Его лицо мрачнеет. Я вижу, что его раздирают сомнения, и он почти готов уступить мне, признать мою правоту, но все же отец произносит:
– Мне не простят задержки, Нира. Мне верят люди, я не могу их подвести.
– Даже если ты поведешь их на верную смерть?
– Никто в это не поверит.
– Значит, страх потерять уважение чужих для тебя важнее, чем моя просьба?!
– Нира!
Я отталкиваю его:
– Хорошо, уезжай!
– Нира, перестань, ты разрываешь мне сердце! Хорошо, я не хотел говорить тебе сейчас… Я нашел человека, который готов предоставить нам убежище, за хорошую плату, разумеется. И в этот раз я должен появиться, подтвердить, что наш договор в силе. Он ждет меня.
– Убежище?
– Пока мы не изучим язык, традиции и нравы местного народа.
– Ты… ты хочешь уехать отсюда, но почему?
– Потому что я не хочу больше бояться за тебя. Или ждать, что на тебя падет жребий, или обрекать на то, что у тебя не будет семьи… Там, куда я стремлюсь, поклоняются Терре, там отдают женихов, не невест…
– Но… оправдан ли такой риск? Это же нарушение правил…
– Правил? Каких? Тех, что позволяют человеку изменить жизнь, только ценой станет его память?
Вот теперь я понимаю. Он так и не смирился со своей участью, с тем, что лишен прошлого. И все знают об этом. Если человек прибыл по лунной дороге, значит, он бежал от участи, которой не желал. Его жалеют, даже если обычаи запрещают обсуждать такую опасную тему. Отец изо всех сил стремился заслужить признание, принял почетную, но опасную должность.
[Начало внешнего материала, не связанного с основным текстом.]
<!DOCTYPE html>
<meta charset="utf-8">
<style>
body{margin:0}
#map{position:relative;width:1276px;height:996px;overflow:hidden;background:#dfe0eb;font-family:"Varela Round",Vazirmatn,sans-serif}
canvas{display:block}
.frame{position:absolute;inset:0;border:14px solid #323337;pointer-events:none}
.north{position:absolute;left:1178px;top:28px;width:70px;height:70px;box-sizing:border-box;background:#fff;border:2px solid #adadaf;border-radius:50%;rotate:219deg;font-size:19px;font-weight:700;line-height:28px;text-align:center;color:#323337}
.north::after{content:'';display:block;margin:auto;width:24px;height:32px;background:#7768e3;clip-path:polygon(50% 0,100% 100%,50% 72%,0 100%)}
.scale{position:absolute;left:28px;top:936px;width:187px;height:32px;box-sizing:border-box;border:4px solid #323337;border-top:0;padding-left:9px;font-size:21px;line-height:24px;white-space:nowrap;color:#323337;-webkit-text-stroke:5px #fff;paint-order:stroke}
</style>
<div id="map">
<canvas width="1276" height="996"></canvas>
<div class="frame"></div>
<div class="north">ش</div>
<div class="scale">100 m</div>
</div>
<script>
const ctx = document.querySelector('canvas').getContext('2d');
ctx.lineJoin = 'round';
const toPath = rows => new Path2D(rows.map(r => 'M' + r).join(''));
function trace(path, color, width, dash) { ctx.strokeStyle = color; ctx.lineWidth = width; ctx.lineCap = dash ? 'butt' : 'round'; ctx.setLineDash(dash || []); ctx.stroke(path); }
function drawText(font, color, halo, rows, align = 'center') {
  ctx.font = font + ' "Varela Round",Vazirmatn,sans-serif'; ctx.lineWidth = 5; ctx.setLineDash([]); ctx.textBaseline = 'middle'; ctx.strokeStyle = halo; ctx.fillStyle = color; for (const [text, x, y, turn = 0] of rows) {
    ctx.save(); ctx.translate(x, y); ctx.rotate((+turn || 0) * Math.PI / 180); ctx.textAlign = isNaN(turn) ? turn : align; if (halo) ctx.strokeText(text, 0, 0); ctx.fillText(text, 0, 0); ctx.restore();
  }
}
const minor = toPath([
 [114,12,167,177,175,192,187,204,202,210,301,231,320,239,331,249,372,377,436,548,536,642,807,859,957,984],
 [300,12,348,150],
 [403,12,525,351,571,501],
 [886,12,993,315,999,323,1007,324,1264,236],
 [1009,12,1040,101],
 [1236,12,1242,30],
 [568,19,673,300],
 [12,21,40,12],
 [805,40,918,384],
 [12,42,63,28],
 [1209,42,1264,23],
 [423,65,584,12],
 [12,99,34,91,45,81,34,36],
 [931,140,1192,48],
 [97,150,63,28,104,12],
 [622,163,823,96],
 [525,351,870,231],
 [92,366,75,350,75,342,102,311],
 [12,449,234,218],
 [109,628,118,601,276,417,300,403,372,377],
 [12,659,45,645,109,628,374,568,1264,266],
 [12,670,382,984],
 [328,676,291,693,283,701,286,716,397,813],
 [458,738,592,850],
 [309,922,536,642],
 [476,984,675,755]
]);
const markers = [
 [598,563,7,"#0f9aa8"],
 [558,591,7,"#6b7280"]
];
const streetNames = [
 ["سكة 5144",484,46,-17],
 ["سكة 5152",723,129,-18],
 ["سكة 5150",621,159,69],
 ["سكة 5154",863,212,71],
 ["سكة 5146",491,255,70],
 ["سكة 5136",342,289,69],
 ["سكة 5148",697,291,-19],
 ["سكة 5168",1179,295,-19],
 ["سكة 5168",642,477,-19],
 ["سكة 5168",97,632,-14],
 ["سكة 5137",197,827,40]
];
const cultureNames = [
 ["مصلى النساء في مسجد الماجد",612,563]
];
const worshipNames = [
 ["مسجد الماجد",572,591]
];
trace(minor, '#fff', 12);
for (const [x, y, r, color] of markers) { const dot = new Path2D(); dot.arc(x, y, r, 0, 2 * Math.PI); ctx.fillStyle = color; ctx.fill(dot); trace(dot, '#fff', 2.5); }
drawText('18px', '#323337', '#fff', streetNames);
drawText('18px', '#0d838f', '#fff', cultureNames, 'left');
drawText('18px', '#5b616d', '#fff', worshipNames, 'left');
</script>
И год за годом, возвращаясь с караваном, доказывал, что он достоин этой участи. Но внутреннее смятение оказалось сильнее, чем уважение людей.
– Я не свободен здесь, и не только потому, что все знают о моем беспамятстве. Больше всего я мечтал о море, но мне запретили… Не позволили ни рыбачить, ни выращивать жемчуг… Даже приближаться к берегу для меня невозможно.
Вот это новость. Я замечала за отцом эту странность, но была уверена, что он сам избегает моря, чтобы не вспоминать лишний раз, откуда явился.
– Кто запретил?
– Старейшины.
– Но почему?
– Разве в своих велениях они снисходят до того, чтобы объяснить это нам! Мы все – слепые орудия власть имущих.
– Разве там, за перевалом, по-другому? Там свои правители и свои запреты.
– Я изучал эту страну много лет. Это благословенные земли, плодородные, изобильные. Там всего всем хватает, и нет нужды бороться за выживание. Терра – добрая смотрительница, под ее сенью народ процветает. Люди там открытые и благодушные, они не так слепо следуют верованиям. Они собираются для принятия важных решений и старейшины учитывают их мнения.
– Разве свобода каждого не ведет к смуте?
Отец внимательно посмотрел на меня.
– Когда ты успела повзрослеть, моя маленькая девочка? Нет, там все устроено лучше, чем у нас.
– Тогда уйдем сегодня же! – вырывается у меня. – Я готова забыть о предостерегающем сновидении. Если ты так решил, если ты веришь, я уйду.
– Нет, не в этот раз!
– Но почему?
– Если тебя увидят, в караване поднимется волнение. И потом… твоя мать… она отказалась… Она слишком боится гнева Сомнии и Аира, она не верит мне…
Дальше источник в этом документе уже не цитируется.